- [Prompt]
Below are some records. Output the lines from the first one through the line that holds "filter:drop-shadow(0 0 2px", exactly as written, with no pictures.

- [Exercise data]
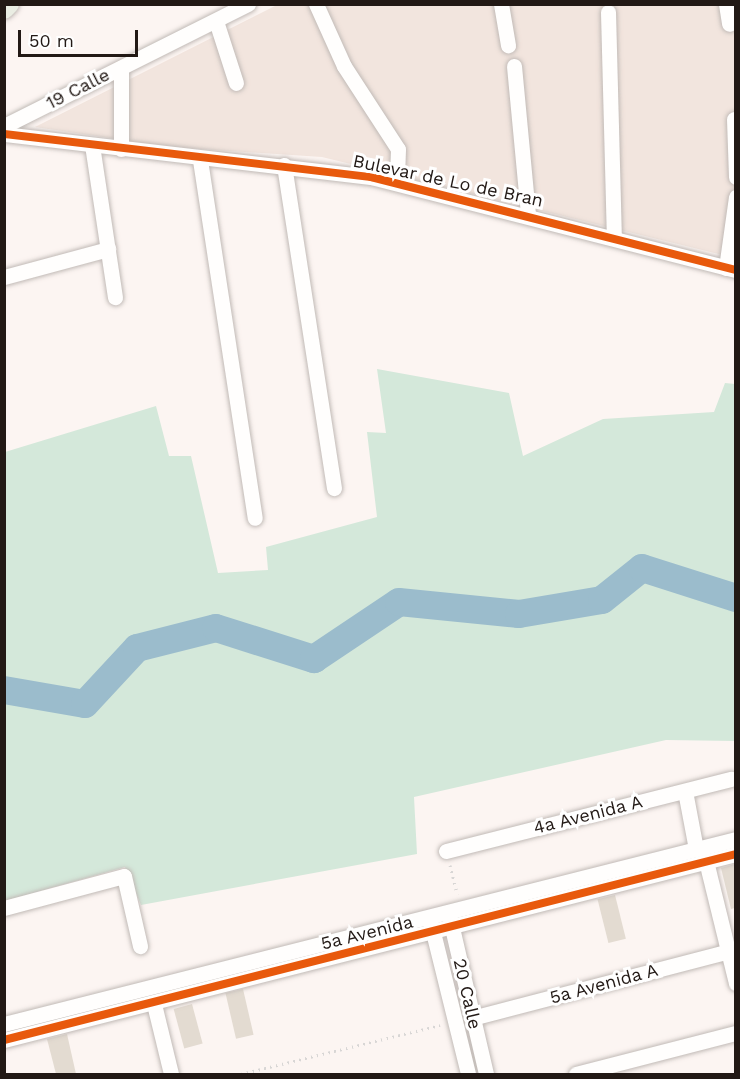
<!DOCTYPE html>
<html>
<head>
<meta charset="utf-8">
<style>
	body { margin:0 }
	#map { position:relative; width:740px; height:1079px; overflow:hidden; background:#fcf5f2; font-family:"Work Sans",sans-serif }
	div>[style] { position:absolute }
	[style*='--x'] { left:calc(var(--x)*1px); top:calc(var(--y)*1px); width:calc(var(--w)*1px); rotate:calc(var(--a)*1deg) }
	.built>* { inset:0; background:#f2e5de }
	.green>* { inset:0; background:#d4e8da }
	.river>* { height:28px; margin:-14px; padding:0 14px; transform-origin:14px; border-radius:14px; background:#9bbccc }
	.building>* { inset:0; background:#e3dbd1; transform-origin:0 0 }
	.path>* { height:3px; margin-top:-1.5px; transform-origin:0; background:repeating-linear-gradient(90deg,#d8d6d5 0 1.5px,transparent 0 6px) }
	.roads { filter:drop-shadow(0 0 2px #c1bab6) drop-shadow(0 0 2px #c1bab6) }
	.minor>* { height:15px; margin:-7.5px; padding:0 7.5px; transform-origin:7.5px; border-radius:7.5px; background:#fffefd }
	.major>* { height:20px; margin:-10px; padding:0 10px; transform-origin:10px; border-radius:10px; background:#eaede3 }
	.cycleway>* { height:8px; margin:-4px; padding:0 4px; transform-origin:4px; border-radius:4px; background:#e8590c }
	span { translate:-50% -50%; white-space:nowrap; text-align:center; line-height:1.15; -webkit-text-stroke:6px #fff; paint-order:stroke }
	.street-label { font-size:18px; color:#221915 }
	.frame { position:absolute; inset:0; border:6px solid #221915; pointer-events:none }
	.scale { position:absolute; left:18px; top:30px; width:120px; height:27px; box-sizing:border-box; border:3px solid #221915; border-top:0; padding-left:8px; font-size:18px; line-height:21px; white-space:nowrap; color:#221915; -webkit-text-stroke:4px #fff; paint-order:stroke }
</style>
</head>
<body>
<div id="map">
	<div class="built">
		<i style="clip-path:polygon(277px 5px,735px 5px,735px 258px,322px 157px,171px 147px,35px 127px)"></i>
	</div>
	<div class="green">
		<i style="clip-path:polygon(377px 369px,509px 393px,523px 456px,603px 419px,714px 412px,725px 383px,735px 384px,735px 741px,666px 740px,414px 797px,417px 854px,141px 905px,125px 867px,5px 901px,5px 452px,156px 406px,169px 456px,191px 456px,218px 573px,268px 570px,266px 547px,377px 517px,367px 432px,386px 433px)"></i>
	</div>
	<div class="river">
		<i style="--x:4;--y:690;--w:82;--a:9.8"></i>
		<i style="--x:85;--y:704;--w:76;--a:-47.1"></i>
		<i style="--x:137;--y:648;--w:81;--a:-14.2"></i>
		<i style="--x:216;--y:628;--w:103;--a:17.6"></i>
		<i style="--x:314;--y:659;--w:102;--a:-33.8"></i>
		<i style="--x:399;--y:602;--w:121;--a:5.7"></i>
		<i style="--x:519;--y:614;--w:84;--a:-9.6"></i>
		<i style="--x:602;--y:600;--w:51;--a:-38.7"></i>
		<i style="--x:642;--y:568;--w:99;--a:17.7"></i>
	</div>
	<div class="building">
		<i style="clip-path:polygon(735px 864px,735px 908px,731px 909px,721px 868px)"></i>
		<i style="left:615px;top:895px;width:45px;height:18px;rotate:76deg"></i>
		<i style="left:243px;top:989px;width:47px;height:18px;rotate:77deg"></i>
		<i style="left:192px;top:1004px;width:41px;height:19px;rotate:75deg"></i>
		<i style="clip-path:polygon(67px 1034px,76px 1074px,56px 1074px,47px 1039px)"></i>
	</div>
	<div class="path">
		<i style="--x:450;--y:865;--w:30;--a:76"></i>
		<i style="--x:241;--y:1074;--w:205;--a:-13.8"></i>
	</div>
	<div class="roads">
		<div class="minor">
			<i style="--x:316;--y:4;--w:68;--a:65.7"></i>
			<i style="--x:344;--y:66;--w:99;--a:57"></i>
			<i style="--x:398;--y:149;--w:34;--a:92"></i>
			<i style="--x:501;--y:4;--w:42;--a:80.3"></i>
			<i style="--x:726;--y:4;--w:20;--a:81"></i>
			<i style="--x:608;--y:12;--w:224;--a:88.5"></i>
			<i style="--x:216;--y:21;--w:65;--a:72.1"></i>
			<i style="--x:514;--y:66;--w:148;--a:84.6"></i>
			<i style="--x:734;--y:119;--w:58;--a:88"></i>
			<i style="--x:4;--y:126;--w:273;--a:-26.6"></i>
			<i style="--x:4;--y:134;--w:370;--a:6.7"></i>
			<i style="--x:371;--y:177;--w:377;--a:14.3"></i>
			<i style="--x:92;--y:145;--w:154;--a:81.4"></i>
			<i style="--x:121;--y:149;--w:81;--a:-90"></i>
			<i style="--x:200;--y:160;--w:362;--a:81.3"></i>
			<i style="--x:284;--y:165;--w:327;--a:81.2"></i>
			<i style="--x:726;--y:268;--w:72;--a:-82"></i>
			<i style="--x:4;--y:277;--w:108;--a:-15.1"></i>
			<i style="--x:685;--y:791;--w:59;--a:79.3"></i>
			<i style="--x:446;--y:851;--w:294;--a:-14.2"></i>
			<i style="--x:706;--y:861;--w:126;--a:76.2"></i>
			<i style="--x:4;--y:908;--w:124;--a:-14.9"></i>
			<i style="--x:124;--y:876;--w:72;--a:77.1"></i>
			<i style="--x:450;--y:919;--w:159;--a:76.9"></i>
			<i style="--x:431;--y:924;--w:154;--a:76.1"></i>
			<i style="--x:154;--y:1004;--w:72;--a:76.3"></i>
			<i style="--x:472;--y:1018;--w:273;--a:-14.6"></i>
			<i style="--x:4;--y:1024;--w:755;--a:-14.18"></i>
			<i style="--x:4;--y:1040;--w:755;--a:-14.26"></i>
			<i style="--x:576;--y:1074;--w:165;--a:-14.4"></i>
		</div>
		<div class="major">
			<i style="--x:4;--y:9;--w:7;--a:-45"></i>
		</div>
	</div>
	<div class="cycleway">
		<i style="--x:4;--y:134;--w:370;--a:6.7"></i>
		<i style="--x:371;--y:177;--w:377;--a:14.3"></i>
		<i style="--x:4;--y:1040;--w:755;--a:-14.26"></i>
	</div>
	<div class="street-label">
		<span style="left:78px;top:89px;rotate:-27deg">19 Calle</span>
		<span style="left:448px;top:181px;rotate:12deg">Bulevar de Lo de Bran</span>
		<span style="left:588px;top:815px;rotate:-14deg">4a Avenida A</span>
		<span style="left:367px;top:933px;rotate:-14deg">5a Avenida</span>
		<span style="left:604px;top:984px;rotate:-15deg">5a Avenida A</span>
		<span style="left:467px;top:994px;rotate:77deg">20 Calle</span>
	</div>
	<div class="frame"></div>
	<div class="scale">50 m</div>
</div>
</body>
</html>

- [Answer space]
<!DOCTYPE html>
<html>
<head>
<meta charset="utf-8">
<style>
	body { margin:0 }
	#map { position:relative; width:740px; height:1079px; overflow:hidden; background:#fcf5f2; font-family:"Work Sans",sans-serif }
	div>[style] { position:absolute }
	[style*='--x'] { left:calc(var(--x)*1px); top:calc(var(--y)*1px); width:calc(var(--w)*1px); rotate:calc(var(--a)*1deg) }
	.built>* { inset:0; background:#f2e5de }
	.green>* { inset:0; background:#d4e8da }
	.river>* { height:28px; margin:-14px; padding:0 14px; transform-origin:14px; border-radius:14px; background:#9bbccc }
	.building>* { inset:0; background:#e3dbd1; transform-origin:0 0 }
	.path>* { height:3px; margin-top:-1.5px; transform-origin:0; background:repeating-linear-gradient(90deg,#d8d6d5 0 1.5px,transparent 0 6px) }
	.roads { filter:drop-shadow(0 0 2px #c1bab6) drop-shadow(0 0 2px #c1bab6) }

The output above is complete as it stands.